**Required work**
Transcribe the records that follow, keeping every word as it stands.

**Data provided**
§ §

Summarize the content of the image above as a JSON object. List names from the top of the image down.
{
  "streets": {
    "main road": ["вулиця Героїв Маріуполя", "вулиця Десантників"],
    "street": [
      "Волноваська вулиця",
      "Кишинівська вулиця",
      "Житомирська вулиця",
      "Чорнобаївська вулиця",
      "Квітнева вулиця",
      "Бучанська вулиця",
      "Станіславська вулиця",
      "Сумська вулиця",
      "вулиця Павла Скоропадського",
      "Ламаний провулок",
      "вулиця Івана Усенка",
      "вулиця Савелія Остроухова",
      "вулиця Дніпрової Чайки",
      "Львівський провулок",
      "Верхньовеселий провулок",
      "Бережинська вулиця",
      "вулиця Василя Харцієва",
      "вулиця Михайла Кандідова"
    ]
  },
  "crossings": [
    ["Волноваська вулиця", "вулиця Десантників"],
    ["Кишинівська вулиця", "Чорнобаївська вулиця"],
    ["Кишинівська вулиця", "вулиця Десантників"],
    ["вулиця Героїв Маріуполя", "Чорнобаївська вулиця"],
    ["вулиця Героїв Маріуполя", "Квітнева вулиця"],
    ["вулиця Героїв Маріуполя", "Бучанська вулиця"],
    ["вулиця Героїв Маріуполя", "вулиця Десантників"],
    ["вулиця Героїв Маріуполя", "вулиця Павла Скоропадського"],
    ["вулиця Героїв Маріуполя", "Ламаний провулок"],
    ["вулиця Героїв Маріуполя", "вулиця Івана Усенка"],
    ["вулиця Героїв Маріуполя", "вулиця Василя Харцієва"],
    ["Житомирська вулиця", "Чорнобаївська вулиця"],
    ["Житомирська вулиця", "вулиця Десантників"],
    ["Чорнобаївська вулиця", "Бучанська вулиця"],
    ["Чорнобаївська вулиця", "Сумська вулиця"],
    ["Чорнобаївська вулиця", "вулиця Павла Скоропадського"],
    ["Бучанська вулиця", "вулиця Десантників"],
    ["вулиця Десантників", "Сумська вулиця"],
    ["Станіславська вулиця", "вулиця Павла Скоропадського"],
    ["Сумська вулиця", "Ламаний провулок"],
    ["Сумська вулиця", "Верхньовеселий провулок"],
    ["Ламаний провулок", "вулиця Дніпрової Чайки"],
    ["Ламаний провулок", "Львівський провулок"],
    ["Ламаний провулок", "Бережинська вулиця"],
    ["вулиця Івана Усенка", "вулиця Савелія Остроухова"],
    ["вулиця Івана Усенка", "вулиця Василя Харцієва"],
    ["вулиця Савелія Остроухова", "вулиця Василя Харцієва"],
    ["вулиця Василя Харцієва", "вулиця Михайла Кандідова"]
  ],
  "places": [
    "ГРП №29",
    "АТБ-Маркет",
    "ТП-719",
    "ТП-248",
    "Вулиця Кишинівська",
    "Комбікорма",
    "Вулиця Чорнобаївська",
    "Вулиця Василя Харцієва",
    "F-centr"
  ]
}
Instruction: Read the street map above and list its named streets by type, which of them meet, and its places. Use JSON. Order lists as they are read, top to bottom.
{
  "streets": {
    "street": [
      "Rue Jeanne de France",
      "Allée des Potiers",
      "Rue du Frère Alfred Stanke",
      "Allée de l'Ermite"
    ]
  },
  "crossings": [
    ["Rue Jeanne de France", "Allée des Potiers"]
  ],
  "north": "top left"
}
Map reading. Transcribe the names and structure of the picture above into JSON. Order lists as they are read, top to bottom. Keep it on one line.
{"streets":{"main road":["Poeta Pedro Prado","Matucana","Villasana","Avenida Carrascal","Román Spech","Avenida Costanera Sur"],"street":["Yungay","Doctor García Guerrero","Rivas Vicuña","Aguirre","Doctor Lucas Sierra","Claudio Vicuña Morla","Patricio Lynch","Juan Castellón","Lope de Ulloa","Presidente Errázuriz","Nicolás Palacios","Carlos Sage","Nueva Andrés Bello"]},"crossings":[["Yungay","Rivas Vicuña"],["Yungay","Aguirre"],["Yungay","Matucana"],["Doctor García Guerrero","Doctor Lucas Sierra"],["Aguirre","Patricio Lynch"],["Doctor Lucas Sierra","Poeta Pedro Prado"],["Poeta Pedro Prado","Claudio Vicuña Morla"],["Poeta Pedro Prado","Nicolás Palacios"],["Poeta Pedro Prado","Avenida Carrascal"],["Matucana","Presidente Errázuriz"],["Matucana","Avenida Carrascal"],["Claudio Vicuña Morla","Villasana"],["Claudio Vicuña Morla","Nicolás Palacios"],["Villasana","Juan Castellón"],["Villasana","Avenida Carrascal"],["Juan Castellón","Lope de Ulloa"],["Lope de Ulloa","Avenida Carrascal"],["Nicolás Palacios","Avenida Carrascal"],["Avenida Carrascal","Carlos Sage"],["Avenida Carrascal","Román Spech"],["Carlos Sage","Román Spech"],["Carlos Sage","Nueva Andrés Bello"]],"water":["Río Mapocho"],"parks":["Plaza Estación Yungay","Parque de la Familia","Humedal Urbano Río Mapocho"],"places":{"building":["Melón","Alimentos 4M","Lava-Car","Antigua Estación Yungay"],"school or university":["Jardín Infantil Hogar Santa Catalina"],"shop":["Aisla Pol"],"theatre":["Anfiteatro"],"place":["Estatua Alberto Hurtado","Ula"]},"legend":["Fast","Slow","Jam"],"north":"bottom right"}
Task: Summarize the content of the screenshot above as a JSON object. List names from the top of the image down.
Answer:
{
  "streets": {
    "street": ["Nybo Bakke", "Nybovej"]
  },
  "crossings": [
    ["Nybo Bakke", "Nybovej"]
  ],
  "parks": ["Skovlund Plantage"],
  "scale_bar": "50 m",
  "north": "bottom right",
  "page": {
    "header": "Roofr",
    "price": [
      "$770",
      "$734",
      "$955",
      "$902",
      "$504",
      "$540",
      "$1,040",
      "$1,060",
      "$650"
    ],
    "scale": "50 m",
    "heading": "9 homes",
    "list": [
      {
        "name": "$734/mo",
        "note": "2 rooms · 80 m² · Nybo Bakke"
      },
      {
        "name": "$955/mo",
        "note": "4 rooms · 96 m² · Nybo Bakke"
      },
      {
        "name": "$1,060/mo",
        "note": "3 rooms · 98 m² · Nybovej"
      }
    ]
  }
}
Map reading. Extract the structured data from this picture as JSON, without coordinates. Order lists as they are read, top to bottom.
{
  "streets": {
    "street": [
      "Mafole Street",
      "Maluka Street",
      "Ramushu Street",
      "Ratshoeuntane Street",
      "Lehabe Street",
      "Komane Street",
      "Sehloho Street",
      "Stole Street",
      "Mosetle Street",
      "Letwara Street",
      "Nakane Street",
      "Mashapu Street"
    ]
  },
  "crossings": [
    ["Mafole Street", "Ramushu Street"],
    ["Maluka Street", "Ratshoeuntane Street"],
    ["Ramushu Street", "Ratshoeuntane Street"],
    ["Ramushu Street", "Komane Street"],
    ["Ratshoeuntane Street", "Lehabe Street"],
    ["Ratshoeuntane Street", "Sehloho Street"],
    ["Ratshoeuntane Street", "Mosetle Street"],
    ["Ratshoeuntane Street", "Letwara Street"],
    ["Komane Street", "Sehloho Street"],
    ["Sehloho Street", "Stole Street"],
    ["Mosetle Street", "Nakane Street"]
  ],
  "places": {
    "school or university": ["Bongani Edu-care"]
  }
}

§ §

**Finished exercise**
Summarize the content of the image above as a JSON object. List names from the top of the image down.
{
  "streets": {
    "main road": ["вулиця Героїв Маріуполя", "вулиця Десантників"],
    "street": [
      "Волноваська вулиця",
      "Кишинівська вулиця",
      "Житомирська вулиця",
      "Чорнобаївська вулиця",
      "Квітнева вулиця",
      "Бучанська вулиця",
      "Станіславська вулиця",
      "Сумська вулиця",
      "вулиця Павла Скоропадського",
      "Ламаний провулок",
      "вулиця Івана Усенка",
      "вулиця Савелія Остроухова",
      "вулиця Дніпрової Чайки",
      "Львівський провулок",
      "Верхньовеселий провулок",
      "Бережинська вулиця",
      "вулиця Василя Харцієва",
      "вулиця Михайла Кандідова"
    ]
  },
  "crossings": [
    ["Волноваська вулиця", "вулиця Десантників"],
    ["Кишинівська вулиця", "Чорнобаївська вулиця"],
    ["Кишинівська вулиця", "вулиця Десантників"],
    ["вулиця Героїв Маріуполя", "Чорнобаївська вулиця"],
    ["вулиця Героїв Маріуполя", "Квітнева вулиця"],
    ["вулиця Героїв Маріуполя", "Бучанська вулиця"],
    ["вулиця Героїв Маріуполя", "вулиця Десантників"],
    ["вулиця Героїв Маріуполя", "вулиця Павла Скоропадського"],
    ["вулиця Героїв Маріуполя", "Ламаний провулок"],
    ["вулиця Героїв Маріуполя", "вулиця Івана Усенка"],
    ["вулиця Героїв Маріуполя", "вулиця Василя Харцієва"],
    ["Житомирська вулиця", "Чорнобаївська вулиця"],
    ["Житомирська вулиця", "вулиця Десантників"],
    ["Чорнобаївська вулиця", "Бучанська вулиця"],
    ["Чорнобаївська вулиця", "Сумська вулиця"],
    ["Чорнобаївська вулиця", "вулиця Павла Скоропадського"],
    ["Бучанська вулиця", "вулиця Десантників"],
    ["вулиця Десантників", "Сумська вулиця"],
    ["Станіславська вулиця", "вулиця Павла Скоропадського"],
    ["Сумська вулиця", "Ламаний провулок"],
    ["Сумська вулиця", "Верхньовеселий провулок"],
    ["Ламаний провулок", "вулиця Дніпрової Чайки"],
    ["Ламаний провулок", "Львівський провулок"],
    ["Ламаний провулок", "Бережинська вулиця"],
    ["вулиця Івана Усенка", "вулиця Савелія Остроухова"],
    ["вулиця Івана Усенка", "вулиця Василя Харцієва"],
    ["вулиця Савелія Остроухова", "вулиця Василя Харцієва"],
    ["вулиця Василя Харцієва", "вулиця Михайла Кандідова"]
  ],
  "places": [
    "ГРП №29",
    "АТБ-Маркет",
    "ТП-719",
    "ТП-248",
    "Вулиця Кишинівська",
    "Комбікорма",
    "Вулиця Чорнобаївська",
    "Вулиця Василя Харцієва",
    "F-centr"
  ]
}
Instruction: Read the street map above and list its named streets by type, which of them meet, and its places. Use JSON. Order lists as they are read, top to bottom.
{
  "streets": {
    "street": [
      "Rue Jeanne de France",
      "Allée des Potiers",
      "Rue du Frère Alfred Stanke",
      "Allée de l'Ermite"
    ]
  },
  "crossings": [
    ["Rue Jeanne de France", "Allée des Potiers"]
  ],
  "north": "top left"
}
Map reading. Transcribe the names and structure of the picture above into JSON. Order lists as they are read, top to bottom. Keep it on one line.
{"streets":{"main road":["Poeta Pedro Prado","Matucana","Villasana","Avenida Carrascal","Román Spech","Avenida Costanera Sur"],"street":["Yungay","Doctor García Guerrero","Rivas Vicuña","Aguirre","Doctor Lucas Sierra","Claudio Vicuña Morla","Patricio Lynch","Juan Castellón","Lope de Ulloa","Presidente Errázuriz","Nicolás Palacios","Carlos Sage","Nueva Andrés Bello"]},"crossings":[["Yungay","Rivas Vicuña"],["Yungay","Aguirre"],["Yungay","Matucana"],["Doctor García Guerrero","Doctor Lucas Sierra"],["Aguirre","Patricio Lynch"],["Doctor Lucas Sierra","Poeta Pedro Prado"],["Poeta Pedro Prado","Claudio Vicuña Morla"],["Poeta Pedro Prado","Nicolás Palacios"],["Poeta Pedro Prado","Avenida Carrascal"],["Matucana","Presidente Errázuriz"],["Matucana","Avenida Carrascal"],["Claudio Vicuña Morla","Villasana"],["Claudio Vicuña Morla","Nicolás Palacios"],["Villasana","Juan Castellón"],["Villasana","Avenida Carrascal"],["Juan Castellón","Lope de Ulloa"],["Lope de Ulloa","Avenida Carrascal"],["Nicolás Palacios","Avenida Carrascal"],["Avenida Carrascal","Carlos Sage"],["Avenida Carrascal","Román Spech"],["Carlos Sage","Román Spech"],["Carlos Sage","Nueva Andrés Bello"]],"water":["Río Mapocho"],"parks":["Plaza Estación Yungay","Parque de la Familia","Humedal Urbano Río Mapocho"],"places":{"building":["Melón","Alimentos 4M","Lava-Car","Antigua Estación Yungay"],"school or university":["Jardín Infantil Hogar Santa Catalina"],"shop":["Aisla Pol"],"theatre":["Anfiteatro"],"place":["Estatua Alberto Hurtado","Ula"]},"legend":["Fast","Slow","Jam"],"north":"bottom right"}
Task: Summarize the content of the screenshot above as a JSON object. List names from the top of the image down.
Answer:
{
  "streets": {
    "street": ["Nybo Bakke", "Nybovej"]
  },
  "crossings": [
    ["Nybo Bakke", "Nybovej"]
  ],
  "parks": ["Skovlund Plantage"],
  "scale_bar": "50 m",
  "north": "bottom right",
  "page": {
    "header": "Roofr",
    "price": [
      "$770",
      "$734",
      "$955",
      "$902",
      "$504",
      "$540",
      "$1,040",
      "$1,060",
      "$650"
    ],
    "scale": "50 m",
    "heading": "9 homes",
    "list": [
      {
        "name": "$734/mo",
        "note": "2 rooms · 80 m² · Nybo Bakke"
      },
      {
        "name": "$955/mo",
        "note": "4 rooms · 96 m² · Nybo Bakke"
      },
      {
        "name": "$1,060/mo",
        "note": "3 rooms · 98 m² · Nybovej"
      }
    ]
  }
}
Map reading. Extract the structured data from this picture as JSON, without coordinates. Order lists as they are read, top to bottom.
{
  "streets": {
    "street": [
      "Mafole Street",
      "Maluka Street",
      "Ramushu Street",
      "Ratshoeuntane Street",
      "Lehabe Street",
      "Komane Street",
      "Sehloho Street",
      "Stole Street",
      "Mosetle Street",
      "Letwara Street",
      "Nakane Street",
      "Mashapu Street"
    ]
  },
  "crossings": [
    ["Mafole Street", "Ramushu Street"],
    ["Maluka Street", "Ratshoeuntane Street"],
    ["Ramushu Street", "Ratshoeuntane Street"],
    ["Ramushu Street", "Komane Street"],
    ["Ratshoeuntane Street", "Lehabe Street"],
    ["Ratshoeuntane Street", "Sehloho Street"],
    ["Ratshoeuntane Street", "Mosetle Street"],
    ["Ratshoeuntane Street", "Letwara Street"],
    ["Komane Street", "Sehloho Street"],
    ["Sehloho Street", "Stole Street"],
    ["Mosetle Street", "Nakane Street"]
  ],
  "places": {
    "school or university": ["Bongani Edu-care"]
  }
}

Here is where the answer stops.